Bom, não sei se vocês perceberam, mas eu estava prestes a cair. Cair por amor ou por instabilidade do meu centro de massa. Sorte a minha ter conseguido me segurar. E eu juro que não ia contar este detalhe, mas convém dizer que, sem querer, acabei dando sinal de parada para um ponto no qual ninguém quis descer. O motorista não achou nem um pouco engraçado, eu admito que ri. Numa fração de segundos, corri para me recompor. Só pra contar: a garota não viu nada disso. Eu acho. Eu espero. Pelo amor de Deus!

Voltando a observar aquela que agora era, de fato, o centro das minhas atenções, notei muitas tatuagens. Cara, muitas mesmo. Vi um rosto caricato, flores, umas frases – nenhuma que eu conseguisse ler – e um desenho pela metade. Sobre esse momento, gostaria de dizer que é quase pecado usar roupas que tampem parte da tatuagem. Desejei que ela a tivesse coberto por inteiro. Desejei que o ar condicionado parasse de funcionar. Ai, que ódio daquela blusa de frio dobrada pela metade.

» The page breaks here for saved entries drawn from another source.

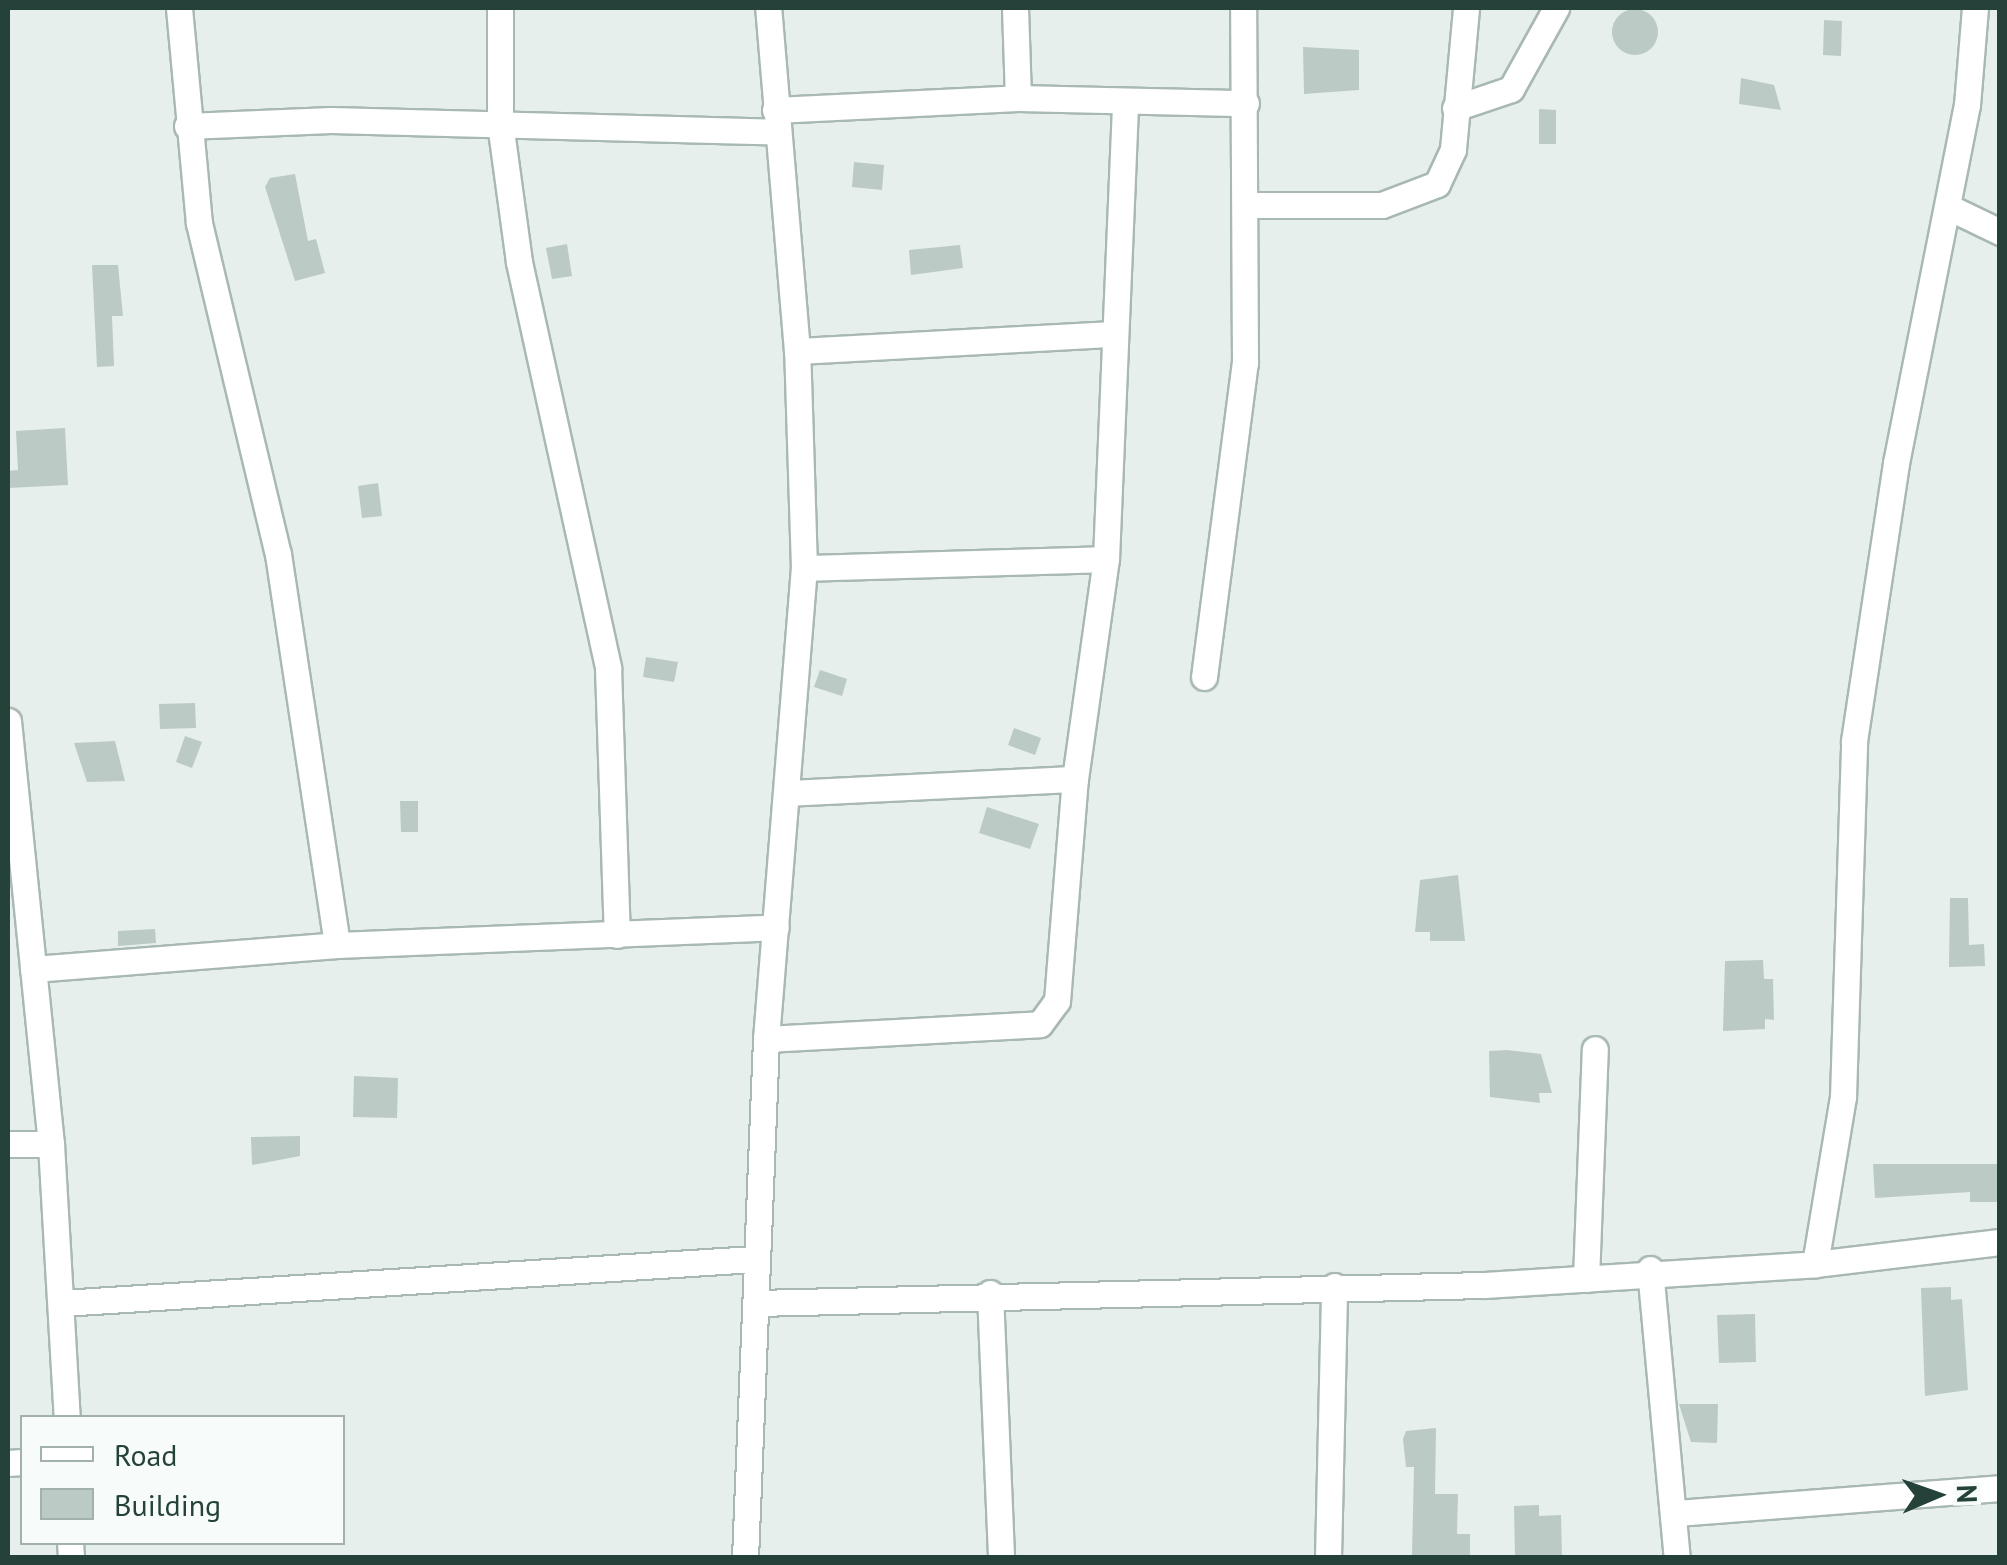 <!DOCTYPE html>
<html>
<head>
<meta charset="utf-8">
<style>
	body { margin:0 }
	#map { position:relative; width:2007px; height:1565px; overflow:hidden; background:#e6efeb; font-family:"PT Sans",sans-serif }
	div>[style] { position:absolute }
	.building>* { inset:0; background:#bbcac4 }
	.round { border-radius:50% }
	.roads { filter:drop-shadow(2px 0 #a8b8b2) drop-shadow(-2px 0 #a8b8b2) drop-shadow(0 2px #a8b8b2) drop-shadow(0 -2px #a8b8b2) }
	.street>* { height:25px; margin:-12.5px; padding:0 12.5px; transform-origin:12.5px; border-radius:12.5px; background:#fff }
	span { translate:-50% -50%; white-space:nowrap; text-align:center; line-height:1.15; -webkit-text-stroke:9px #f7fbf9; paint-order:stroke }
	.frame { position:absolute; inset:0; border:10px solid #24423a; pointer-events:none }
	.legend { position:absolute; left:20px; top:1415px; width:325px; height:130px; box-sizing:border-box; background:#f7fbf9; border:2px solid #a3b1ad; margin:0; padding:12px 18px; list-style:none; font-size:30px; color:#24423a }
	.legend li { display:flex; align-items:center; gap:20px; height:50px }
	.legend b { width:50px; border:2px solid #a3b1ad }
	.north { position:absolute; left:1887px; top:1445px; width:100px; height:100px; -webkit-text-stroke:8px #f7fbf9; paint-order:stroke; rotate:88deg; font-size:28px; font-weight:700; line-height:40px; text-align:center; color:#24423a }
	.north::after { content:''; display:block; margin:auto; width:35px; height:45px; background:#24423a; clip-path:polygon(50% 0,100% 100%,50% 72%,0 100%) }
</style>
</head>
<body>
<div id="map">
	<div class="building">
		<i class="round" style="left:1612px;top:9px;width:46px;height:46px"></i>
		<i style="clip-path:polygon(1824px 20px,1842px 21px,1841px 56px,1823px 55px)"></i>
		<i style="clip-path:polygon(1303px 47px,1359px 50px,1359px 90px,1304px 94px)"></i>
		<i style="clip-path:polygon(1741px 78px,1774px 85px,1781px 110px,1739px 104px)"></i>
		<i style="clip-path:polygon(1539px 109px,1556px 110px,1556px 144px,1539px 144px)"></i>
		<i style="clip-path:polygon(854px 162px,884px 165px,882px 190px,852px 187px)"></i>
		<i style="clip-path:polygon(295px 174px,308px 241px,316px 239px,325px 273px,295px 281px,265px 187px,270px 178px)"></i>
		<i style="clip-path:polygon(567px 244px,572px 276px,552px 279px,546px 248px)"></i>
		<i style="clip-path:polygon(960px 245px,963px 268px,911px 275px,909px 250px)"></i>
		<i style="clip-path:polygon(92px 265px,118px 265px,123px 316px,112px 316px,114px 366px,97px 367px)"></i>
		<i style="clip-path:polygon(65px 428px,68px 485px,8px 488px,8px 471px,18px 470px,16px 431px)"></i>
		<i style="clip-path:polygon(378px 483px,382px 516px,362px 518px,358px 486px)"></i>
		<i style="clip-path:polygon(646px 657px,678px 662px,674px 682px,643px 677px)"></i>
		<i style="clip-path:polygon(820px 670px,847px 679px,842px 696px,814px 687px)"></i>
		<i style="clip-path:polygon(195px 703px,196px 728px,160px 729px,159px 704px)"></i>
		<i style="clip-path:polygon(1014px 728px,1041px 738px,1035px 755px,1008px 745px)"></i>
		<i style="clip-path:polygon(185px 736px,202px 742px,192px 768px,176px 762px)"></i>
		<i style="clip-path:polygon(115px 741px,125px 781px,87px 782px,74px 743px)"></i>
		<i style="clip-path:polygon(400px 801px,418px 801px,418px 832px,401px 832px)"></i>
		<i style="clip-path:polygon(987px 807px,1039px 824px,1030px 849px,979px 833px)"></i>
		<i style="clip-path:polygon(1458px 875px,1465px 941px,1430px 941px,1430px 932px,1415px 932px,1420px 880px)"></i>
		<i style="clip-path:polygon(1950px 898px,1968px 898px,1969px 945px,1984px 944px,1985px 966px,1949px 967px)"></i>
		<i style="clip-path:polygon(155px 929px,156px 943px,118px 946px,118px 931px)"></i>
		<i style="clip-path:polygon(1763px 960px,1764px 979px,1773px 979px,1774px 1020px,1765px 1019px,1765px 1029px,1723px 1031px,1725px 961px)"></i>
		<i style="clip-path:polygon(1507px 1050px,1541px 1054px,1552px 1093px,1539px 1093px,1540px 1103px,1490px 1097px,1489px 1051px)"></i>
		<i style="clip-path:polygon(354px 1076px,398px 1078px,397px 1118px,353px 1117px)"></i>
		<i style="clip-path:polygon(300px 1136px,300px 1156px,252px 1165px,251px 1137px)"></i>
		<i style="clip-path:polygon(1873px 1164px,2000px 1164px,1999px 1202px,1970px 1202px,1970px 1192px,1875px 1198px)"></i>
		<i style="clip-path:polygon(1951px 1287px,1951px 1300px,1962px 1299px,1968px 1390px,1925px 1396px,1921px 1288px)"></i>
		<i style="clip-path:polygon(1755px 1314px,1756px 1362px,1719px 1363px,1717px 1315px)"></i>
		<i style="clip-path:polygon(1679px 1404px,1718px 1404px,1717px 1443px,1691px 1442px)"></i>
		<i style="clip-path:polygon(1436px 1428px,1435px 1494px,1458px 1494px,1457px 1534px,1470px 1534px,1470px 1557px,1412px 1555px,1414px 1467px,1406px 1467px,1403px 1439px,1406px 1431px)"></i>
		<i style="clip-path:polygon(1539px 1505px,1539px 1516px,1561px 1515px,1562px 1558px,1515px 1558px,1514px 1506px)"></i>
	</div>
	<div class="roads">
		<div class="street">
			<i style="left:179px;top:8px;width:216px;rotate:84.7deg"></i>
			<i style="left:199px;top:223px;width:340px;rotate:76.6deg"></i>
			<i style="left:278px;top:554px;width:395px;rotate:81.4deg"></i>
			<i style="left:500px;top:8px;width:115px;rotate:90deg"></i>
			<i style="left:500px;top:123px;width:140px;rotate:82.2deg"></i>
			<i style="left:519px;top:262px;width:416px;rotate:77.6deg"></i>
			<i style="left:608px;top:668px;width:267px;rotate:88.1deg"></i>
			<i style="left:1015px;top:8px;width:90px;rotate:88.1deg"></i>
			<i style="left:1455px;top:108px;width:59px;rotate:-18.7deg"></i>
			<i style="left:1511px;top:89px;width:93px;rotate:-60.9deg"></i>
			<i style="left:775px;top:110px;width:243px;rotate:-2.8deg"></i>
			<i style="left:1018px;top:98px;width:228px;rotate:1.3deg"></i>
			<i style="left:187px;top:126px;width:144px;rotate:-2.4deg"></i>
			<i style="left:331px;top:120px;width:444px;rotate:1.5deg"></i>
			<i style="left:1248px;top:205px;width:134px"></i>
			<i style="left:1382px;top:205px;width:59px;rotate:-20.9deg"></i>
			<i style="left:1437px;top:184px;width:38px;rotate:-65deg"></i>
			<i style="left:1453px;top:149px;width:142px;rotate:-84.7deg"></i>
			<i style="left:1948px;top:207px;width:58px;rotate:25.7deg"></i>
			<i style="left:797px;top:351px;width:318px;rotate:-3.1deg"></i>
			<i style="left:804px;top:568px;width:302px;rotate:-1.7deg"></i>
			<i style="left:1204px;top:677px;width:317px;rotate:-82.6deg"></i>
			<i style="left:1245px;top:363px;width:355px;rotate:-90.3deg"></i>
			<i style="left:8px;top:721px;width:425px;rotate:84.2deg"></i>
			<i style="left:51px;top:1144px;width:274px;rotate:86.7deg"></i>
			<i style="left:787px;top:793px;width:288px;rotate:-2.8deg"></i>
			<i style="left:33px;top:969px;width:305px;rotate:-4.5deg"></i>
			<i style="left:337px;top:945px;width:439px;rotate:-2.3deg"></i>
			<i style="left:766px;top:1039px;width:274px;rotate:-3.1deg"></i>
			<i style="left:1040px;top:1024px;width:29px;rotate:-54deg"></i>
			<i style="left:1057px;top:1001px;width:223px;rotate:-85.4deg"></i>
			<i style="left:1075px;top:779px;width:222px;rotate:-82deg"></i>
			<i style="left:1106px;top:559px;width:458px;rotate:-87.6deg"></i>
			<i style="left:8px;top:1144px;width:43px"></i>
			<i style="left:1815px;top:1264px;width:169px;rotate:-80.5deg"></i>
			<i style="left:1843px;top:1097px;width:356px;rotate:-88.2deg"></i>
			<i style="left:1854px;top:741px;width:281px;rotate:-81.4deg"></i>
			<i style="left:1896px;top:463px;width:365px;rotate:-78.8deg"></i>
			<i style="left:1967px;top:105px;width:97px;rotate:-85.3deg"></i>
			<i style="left:1650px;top:1269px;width:290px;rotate:84.7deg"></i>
			<i style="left:1586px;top:1279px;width:230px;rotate:-87.8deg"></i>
			<i style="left:990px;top:1293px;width:265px;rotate:87.6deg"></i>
			<i style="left:62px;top:1303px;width:693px;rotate:-3.64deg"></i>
			<i style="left:757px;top:1303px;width:728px;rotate:-1.42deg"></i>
			<i style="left:1485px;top:1285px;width:331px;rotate:-3.6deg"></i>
			<i style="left:1815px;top:1264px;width:186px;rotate:-6.8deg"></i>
			<i style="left:8px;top:1463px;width:14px;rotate:-4deg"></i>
			<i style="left:1676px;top:1513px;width:325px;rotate:-4.4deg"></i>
			<i style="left:70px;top:1542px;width:16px;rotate:86deg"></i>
			<i style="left:745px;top:1558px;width:519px;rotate:-87.68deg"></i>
			<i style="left:766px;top:1039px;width:473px;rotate:-85.4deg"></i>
			<i style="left:804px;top:568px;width:217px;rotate:-91.8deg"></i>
			<i style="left:797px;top:351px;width:344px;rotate:-94.8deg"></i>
			<i style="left:1328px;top:1558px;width:272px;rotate:-88.7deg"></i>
		</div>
	</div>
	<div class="frame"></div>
	<ul class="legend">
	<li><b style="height:12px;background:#fff"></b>Road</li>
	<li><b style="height:28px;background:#bbcac4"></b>Building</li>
	</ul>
	<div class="north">N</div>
</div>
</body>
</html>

O pior é que, já estabelecido próximo à escada, não soube como agir. A naturalidade pareceu muito mais difícil do que de costume. Cê já parou pra pensar que ser racionalmente natural é quase impossível? Se você precisar pensar para agir naturalmente, tá errado. Comigo estava tudo errado. Leio um livro pra parecer culto ou respondo as mensagens no celular pra parecer sociável? Continuo com os fones de ouvido ou tiro o do lado esquerdo? Sento num dos degraus ou fico em pé de boas? Mochila nas costas ou no chão?

No final, acho que deu tudo certo. Pensei tanto que nada fiz. Nada até que a voz lazarenta do ônibus anunciasse inconvenientemente que eu precisava descer. Acredita que foi só neste ponto da história que trocamos olhares? Foi muito no finalzinho! Mas ou, espero ter retribuído com um dos meus melhores sorrisos, porque o que ela me deu foi indescritivelmente maneiro. Espero também ter sorrido com os olhos, e com a boca. Um sorriso tão longo quanto a demora para abrirem a cabine do Move, tão genuíno quanto a minha vontade de revê-la.

Hoje definitivamente não foi um daqueles dias normais. Este texto é para que ela saiba.